IT知識がゼロの場合、合格まで150〜180時間が目安です。
1日1〜2時間の学習で3〜6ヶ月ほどで合格を目指せます。
CBT方式(コンピューターで受験する方式)のため、準備が整ったタイミングで受験できます。
転職活動中に「勉強中」と履歴書に書いてもいいですか?
書くこと自体は可能です。
ただし面接では「いつ取得する予定か」を聞かれることがほとんどです。
取得済みの状態で転職活動を進めるほうが、面接での印象は良くなります。
ITパスポートは30代の転職にも有効ですか?
有効ですが、評価のされ方が変わります。
20代なら意欲の証明として高く評価されますが、30代以降では「ITパスポートレベルの知識を実務でどう活かしてきたか」の実務経験が重要です。

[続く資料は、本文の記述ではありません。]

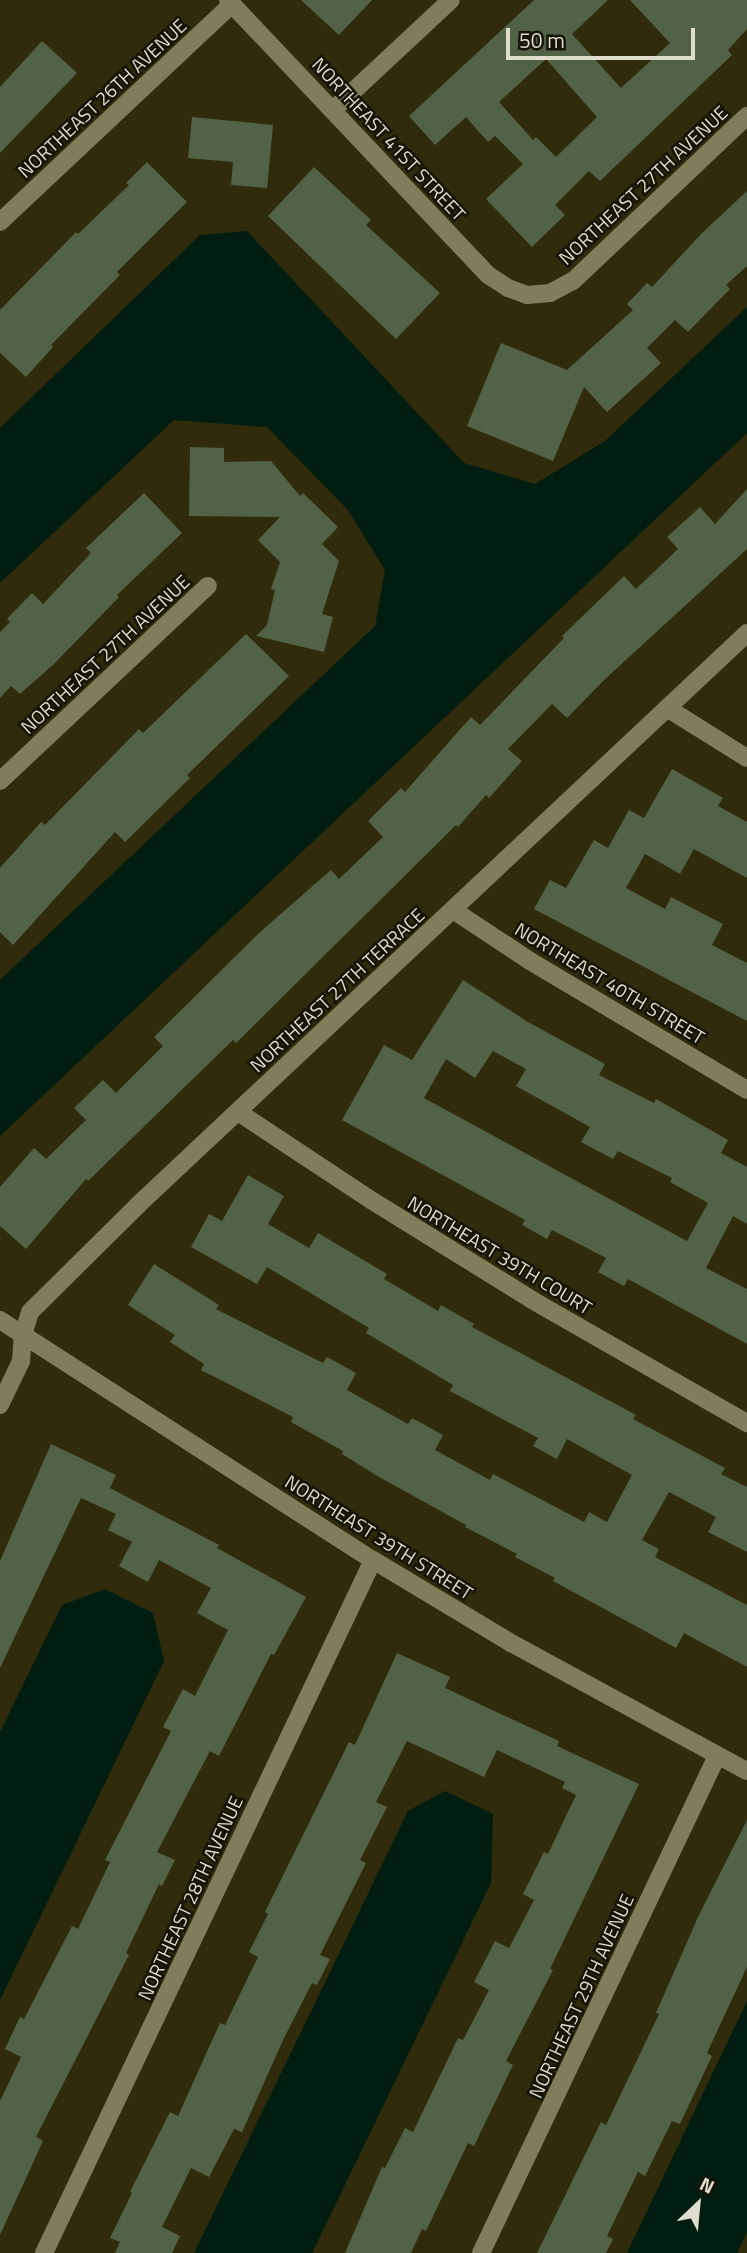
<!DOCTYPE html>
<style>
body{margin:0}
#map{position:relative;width:747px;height:2253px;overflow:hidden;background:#302c0b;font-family:"Titillium Web",sans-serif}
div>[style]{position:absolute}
.water>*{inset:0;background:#001d12}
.building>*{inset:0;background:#516246}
.minor>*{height:18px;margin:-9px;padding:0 9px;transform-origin:9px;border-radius:9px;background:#817d5b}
span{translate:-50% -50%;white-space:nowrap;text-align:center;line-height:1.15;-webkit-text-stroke:5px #161407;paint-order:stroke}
.street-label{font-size:19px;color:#dfddcb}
.north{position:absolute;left:663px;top:2169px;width:70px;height:70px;-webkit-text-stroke:5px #161407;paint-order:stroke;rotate:26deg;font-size:19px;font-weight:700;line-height:28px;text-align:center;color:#dfddcb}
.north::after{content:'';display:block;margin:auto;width:24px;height:32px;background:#dfddcb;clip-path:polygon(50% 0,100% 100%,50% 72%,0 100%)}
.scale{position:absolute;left:506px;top:28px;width:189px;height:32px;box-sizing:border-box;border:4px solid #dfddcb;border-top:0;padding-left:9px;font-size:21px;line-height:24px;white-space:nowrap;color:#dfddcb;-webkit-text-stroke:5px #161407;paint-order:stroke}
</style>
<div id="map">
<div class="water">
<div style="clip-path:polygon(247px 231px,464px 463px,535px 484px,605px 441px,747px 307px,747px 433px,0 1136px,0 980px,375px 626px,385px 570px,348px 510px,267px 427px,174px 420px,0 583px,0 428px,200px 235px)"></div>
<div style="clip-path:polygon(105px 1589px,153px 1613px,164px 1661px,0 2000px,0 1732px,62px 1605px)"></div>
<div style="clip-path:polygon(445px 1791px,493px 1814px,491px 1883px,312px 2253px,194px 2253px,408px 1811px)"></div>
<div style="clip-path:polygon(747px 2001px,747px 2232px,737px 2253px,627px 2253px)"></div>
</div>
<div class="building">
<div style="clip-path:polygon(301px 0,372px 0,339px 35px)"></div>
<div style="clip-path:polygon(evenodd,534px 0,608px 0,572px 34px,621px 88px,670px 43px,630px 0,747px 0,747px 29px,728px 50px,732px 55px,600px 181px,589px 171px,555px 205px,565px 215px,532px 247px,486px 199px,523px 164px,495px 136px,488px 142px,466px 117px,435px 145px,409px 116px,534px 0,546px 59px,597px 117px,556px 157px,536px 137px,533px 140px,499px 102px,546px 59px)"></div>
<div style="clip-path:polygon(42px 41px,77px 73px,0 153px,0 87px)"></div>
<div style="clip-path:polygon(192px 117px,273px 125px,267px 188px,231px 185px,233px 162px,188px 158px)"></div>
<div style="clip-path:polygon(147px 162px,187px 202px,117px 272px,120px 275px,51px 345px,53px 347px,26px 377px,0 353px,0 310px,76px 232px,78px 234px,129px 185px,126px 183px)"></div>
<div style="clip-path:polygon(314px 167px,371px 220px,366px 225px,440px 293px,396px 339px,268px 216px)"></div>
<div style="clip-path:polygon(747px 191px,747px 266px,726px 285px,730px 289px,688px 332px,675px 320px,647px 348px,661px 363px,607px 412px,584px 387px,553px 461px,467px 426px,501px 343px,567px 370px,633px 310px,627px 304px,647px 283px,652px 287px,702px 233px)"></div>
<div style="clip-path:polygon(190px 447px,224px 448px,224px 462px,271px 461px,300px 496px,303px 493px,338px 527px,322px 544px,339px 561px,322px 614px,333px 617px,324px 652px,256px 636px,267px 625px,275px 590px,271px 589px,280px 562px,258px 540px,280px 517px,189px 516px)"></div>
<div style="clip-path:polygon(747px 489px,747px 549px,604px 680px,567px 718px,552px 704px,508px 749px,522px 761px,489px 798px,486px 795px,458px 827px,456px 825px,236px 1043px,233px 1040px,88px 1181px,86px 1179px,26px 1249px,0 1226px,0 1187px,34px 1148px,46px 1159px,86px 1120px,74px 1108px,103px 1080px,116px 1093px,163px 1046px,154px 1037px,259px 933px,331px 870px,339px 879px,383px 837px,368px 821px,401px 788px,405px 792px,471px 717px,480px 725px,564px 638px,562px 636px,624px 576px,636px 589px,678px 549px,667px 537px,700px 507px,715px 524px)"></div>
<div style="clip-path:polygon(144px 493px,182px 533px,117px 595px,119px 597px,54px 664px,20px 694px,11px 686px,0 698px,0 632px,10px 622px,7px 619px,32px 593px,43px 604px,91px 553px,86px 548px)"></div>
<div style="clip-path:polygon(246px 634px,289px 676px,187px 775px,190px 778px,125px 842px,115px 832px,13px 945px,0 932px,0 868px,41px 822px,45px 825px,139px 729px,143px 733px)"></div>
<div style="clip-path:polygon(672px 769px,723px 798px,718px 806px,747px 822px,747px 878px,694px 849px,680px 874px,645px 854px,626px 888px,665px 909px,671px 897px,723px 924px,712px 945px,747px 963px,747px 1021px,534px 909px,550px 880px,566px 888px,594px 840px,608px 848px,629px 810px,644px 818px)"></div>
<div style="clip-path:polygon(evenodd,463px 980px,528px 1022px,605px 1064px,599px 1075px,654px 1103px,656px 1099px,728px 1140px,721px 1153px,747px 1167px,747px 1224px,733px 1216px,706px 1268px,747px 1289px,747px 1344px,628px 1279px,624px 1286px,598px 1272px,606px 1258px,552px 1230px,547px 1239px,522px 1225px,525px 1220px,342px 1120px,384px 1045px,412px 1060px,463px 980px,493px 1051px,526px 1069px,516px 1086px,590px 1127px,581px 1142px,613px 1159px,618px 1151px,672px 1178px,670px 1182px,708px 1203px,687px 1241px,424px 1098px,446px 1059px,475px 1078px,493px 1051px)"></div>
<div style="clip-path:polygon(248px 1175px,284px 1196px,268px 1224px,309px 1248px,318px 1233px,387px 1274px,384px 1279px,438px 1311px,441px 1305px,474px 1324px,472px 1327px,636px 1415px,633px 1419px,725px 1468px,721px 1474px,747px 1487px,747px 1552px,708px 1532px,716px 1517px,669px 1492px,642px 1540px,659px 1549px,655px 1557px,747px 1605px,747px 1667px,684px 1633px,676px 1648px,553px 1581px,555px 1578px,515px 1557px,517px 1554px,465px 1527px,466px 1525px,379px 1477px,342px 1454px,343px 1451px,291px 1422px,293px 1417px,201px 1370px,204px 1364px,170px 1342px,175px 1335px,128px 1305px,154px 1264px,219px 1305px,216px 1309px,323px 1363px,327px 1357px,356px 1373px,347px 1390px,408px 1424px,412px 1418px,443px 1435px,435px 1450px,490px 1480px,493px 1474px,584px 1522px,589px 1512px,607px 1522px,632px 1475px,567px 1439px,557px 1459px,533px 1446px,538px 1438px,450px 1391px,453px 1385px,366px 1333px,369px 1328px,267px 1267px,257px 1284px,191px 1247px,209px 1214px,222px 1221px)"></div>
<div style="clip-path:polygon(51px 1444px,116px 1475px,110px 1488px,219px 1545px,217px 1548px,306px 1597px,274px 1655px,271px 1654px,219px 1756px,210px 1751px,157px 1852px,175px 1860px,162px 1886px,159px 1884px,126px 1953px,129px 1955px,36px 2137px,43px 2141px,0 2235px,0 2101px,21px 2057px,5px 2049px,20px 2017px,24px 2019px,72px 1926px,78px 1929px,110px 1862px,105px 1860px,171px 1731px,163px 1727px,183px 1689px,195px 1696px,228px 1630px,197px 1613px,211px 1588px,159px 1560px,148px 1582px,119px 1566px,132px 1542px,108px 1530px,116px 1514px,81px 1498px,0 1668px,0 1561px)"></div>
<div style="clip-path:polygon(397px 1653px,450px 1677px,445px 1688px,559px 1741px,557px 1746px,639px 1784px,550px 1969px,553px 1970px,506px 2061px,513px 2065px,474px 2146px,468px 2143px,426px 2231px,422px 2229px,411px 2253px,345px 2253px,382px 2167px,385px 2168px,405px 2128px,413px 2132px,458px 2038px,463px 2040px,489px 1990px,474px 1982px,495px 1941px,509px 1948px,534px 1900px,523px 1894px,544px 1852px,548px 1854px,576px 1795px,562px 1788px,565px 1782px,497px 1750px,484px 1777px,407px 1741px,376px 1802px,387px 1807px,360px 1860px,366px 1863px,320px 1955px,330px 1959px,317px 1985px,312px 1983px,284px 2038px,242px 2132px,234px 2129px,209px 2177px,191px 2168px,162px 2227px,180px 2236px,172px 2253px,115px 2253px,120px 2242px,110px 2238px,132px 2193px,130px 2192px,170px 2112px,178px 2116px,220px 2023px,225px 2025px,258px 1957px,249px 1952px,268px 1914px,265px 1912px,349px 1742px,355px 1745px)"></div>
<div style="clip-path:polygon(747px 1820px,747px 1967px,707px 2053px,712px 2056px,680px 2124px,672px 2121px,645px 2176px,638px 2172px,607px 2236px,613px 2239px,606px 2253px,537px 2253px,601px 2122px,606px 2125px,659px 2014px,656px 2013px,698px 1917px)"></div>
</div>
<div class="minor">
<div style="left:228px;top:0;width:378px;rotate:46.6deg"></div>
<div style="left:488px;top:275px;width:24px;rotate:33deg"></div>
<div style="left:508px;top:288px;width:20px;rotate:20deg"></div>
<div style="left:527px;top:295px;width:23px;rotate:-5deg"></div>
<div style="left:550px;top:293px;width:26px;rotate:-28deg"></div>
<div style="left:573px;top:281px;width:240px;rotate:-43.5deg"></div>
<div style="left:333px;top:110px;width:161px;rotate:-43deg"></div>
<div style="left:0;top:222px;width:318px;rotate:-43.2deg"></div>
<div style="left:667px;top:708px;width:94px;rotate:32deg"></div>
<div style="left:0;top:781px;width:285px;rotate:-43.2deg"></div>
<div style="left:453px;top:910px;width:92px;rotate:33.5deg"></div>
<div style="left:530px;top:961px;width:252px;rotate:30.7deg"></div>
<div style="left:238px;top:1112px;width:159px;rotate:33.5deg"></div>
<div style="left:371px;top:1200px;width:190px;rotate:31.8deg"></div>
<div style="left:532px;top:1300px;width:248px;rotate:29.8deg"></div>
<div style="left:0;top:1320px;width:444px;rotate:32.8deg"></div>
<div style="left:373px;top:1560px;width:161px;rotate:31deg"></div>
<div style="left:511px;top:1643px;width:268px;rotate:28.5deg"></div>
<div style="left:0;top:1405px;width:49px;rotate:-64.5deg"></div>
<div style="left:21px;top:1361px;width:26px;rotate:-86deg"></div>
<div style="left:23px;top:1335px;width:24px;rotate:-73deg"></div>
<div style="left:30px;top:1312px;width:153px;rotate:-44.7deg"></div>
<div style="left:139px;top:1204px;width:834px;rotate:-43.2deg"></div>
<div style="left:44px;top:2253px;width:767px;rotate:-64.6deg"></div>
<div style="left:481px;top:2253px;width:550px;rotate:-64.6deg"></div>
</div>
<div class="street-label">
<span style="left:102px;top:98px;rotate:-43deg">NORTHEAST 26TH AVENUE</span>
<span style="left:389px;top:139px;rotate:47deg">NORTHEAST 41ST STREET</span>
<span style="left:643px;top:185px;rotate:-43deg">NORTHEAST 27TH AVENUE</span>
<span style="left:105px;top:654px;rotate:-43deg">NORTHEAST 27TH AVENUE</span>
<span style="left:610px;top:983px;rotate:31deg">NORTHEAST 40TH STREET</span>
<span style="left:337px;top:990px;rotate:-43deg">NORTHEAST 27TH TERRACE</span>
<span style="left:500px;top:1255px;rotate:31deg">NORTHEAST 39TH COURT</span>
<span style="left:379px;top:1537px;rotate:32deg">NORTHEAST 39TH STREET</span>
<span style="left:190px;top:1898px;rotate:-65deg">NORTHEAST 28TH AVENUE</span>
<span style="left:581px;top:1996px;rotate:-65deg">NORTHEAST 29TH AVENUE</span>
</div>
<div class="north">N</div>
<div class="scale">50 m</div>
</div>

資格だけで差別化するのは難しくなるため、実務経験とセットでアピールすることが大切です。
まとめ:ITパスポートは転職への「第一歩」
ITパスポートは転職を有利に進める「絶対的な武器」ではありませんが、IT業界への転職を本気で考えている人が踏み出す最初の一歩として、取得する意義はあります。
大切なのは、ITパスポートをゴールにしないことです。
取得後に「次は何を学ぶか」「どんな実務経験を積むか」を具体的に考え、行動していくことで、転職活動での強みが生まれます。
資格は意欲の証明にはなりますが、評価されるのは実務経験です。
ITパスポートを取ったら、次のキャリア戦略も一緒に考えてみてください。

ITパスポートは転職を考え始めた時の、良い最初の一歩です。
ただ、それはゴールではありません。
ぜひ取得後のキャリア戦略まで考えてみてください。